- Place of origin: Mayenne
- Founded: Eighth century
- Founder: Rorgon I, Count of Maine
- Cadet branches: House of Châteaudun

= Rorgonids =

The Rorgonids were a powerful Frankish family dating from the eighth century. They are sometimes referred to as the first Mayennaise dynasty, referring to the city of Mayenne, and are the original counts of Maine. The Rorgonids were named after Rorgon I, Count of Maine, who was the progenitor of the dynasty. His son, Gauzfrid, Count of Maine, was the first to hold power in the Norman March of Neustria. The Rorgonids controlled the County of Maine throughout the ninth century. The Rorgonids and the Widonids competed for control of the Breton March through much of that time.

The first known ruler of Maine (called the Duke of Maine) was Charivius, who is conjectured by Christian Settipani to be the brother or nephew of Lambert, Count of Hesbaye. Further, Settipani identifies Charivius as a direct ancestor of the Rorgonids.

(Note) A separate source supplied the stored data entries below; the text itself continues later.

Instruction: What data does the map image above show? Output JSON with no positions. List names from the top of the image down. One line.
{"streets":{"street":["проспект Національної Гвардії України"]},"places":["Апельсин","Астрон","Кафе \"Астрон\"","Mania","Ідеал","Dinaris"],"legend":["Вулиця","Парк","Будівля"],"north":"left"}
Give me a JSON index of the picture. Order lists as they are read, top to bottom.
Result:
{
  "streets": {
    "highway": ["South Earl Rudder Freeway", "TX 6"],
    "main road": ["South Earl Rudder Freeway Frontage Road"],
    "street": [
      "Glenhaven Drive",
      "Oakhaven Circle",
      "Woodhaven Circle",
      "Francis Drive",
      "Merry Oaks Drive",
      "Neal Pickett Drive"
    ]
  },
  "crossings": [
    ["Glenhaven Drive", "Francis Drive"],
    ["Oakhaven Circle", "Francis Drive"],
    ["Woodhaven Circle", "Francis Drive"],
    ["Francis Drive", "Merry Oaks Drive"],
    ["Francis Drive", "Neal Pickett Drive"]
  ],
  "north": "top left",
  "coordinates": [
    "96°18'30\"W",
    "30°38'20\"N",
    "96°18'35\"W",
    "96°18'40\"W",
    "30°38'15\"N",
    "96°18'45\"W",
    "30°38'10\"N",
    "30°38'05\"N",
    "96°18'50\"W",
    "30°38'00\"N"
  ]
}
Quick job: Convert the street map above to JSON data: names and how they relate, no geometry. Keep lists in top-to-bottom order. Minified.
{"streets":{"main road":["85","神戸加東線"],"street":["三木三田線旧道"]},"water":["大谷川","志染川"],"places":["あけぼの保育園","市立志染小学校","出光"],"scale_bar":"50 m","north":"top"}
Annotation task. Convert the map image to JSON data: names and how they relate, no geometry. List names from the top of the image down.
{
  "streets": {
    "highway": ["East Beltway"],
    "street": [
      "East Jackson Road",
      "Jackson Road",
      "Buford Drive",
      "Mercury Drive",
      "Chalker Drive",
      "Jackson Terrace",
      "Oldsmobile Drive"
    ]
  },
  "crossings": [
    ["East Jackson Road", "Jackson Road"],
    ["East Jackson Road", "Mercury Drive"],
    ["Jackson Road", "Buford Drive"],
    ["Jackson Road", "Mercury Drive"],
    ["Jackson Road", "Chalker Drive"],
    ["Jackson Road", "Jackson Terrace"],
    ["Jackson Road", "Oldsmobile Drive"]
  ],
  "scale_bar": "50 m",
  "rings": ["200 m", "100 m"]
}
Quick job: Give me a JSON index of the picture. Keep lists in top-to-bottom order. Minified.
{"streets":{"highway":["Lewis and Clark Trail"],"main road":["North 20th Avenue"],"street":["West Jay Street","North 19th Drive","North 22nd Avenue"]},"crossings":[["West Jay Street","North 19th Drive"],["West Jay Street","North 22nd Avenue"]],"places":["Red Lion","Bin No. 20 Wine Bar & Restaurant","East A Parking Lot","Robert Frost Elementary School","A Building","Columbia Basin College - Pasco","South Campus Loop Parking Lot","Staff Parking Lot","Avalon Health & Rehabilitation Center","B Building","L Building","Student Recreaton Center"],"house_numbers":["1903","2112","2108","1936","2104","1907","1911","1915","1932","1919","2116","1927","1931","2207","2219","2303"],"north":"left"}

Charivius was displaced as ruler of Maine by the Carolingians in 748, with his dynasty restored in 832.

The House of Châteaudun descended from Gauzfred I (or Geoffrey I) whom Count Theobald I of Blois made viscount of Châteaudun in 956. Recent research makes him a direct-line agnatic descendant of the Frankish family Rorgonides.

== Sources ==
- Barton, Richard E., Lordship in the County of Maine, c. 890-1160, Boydell Press, 2004 (available on Google Books)
- Christian Settipani. "Addendum to the Ancestors of Charlemagne" (PDF).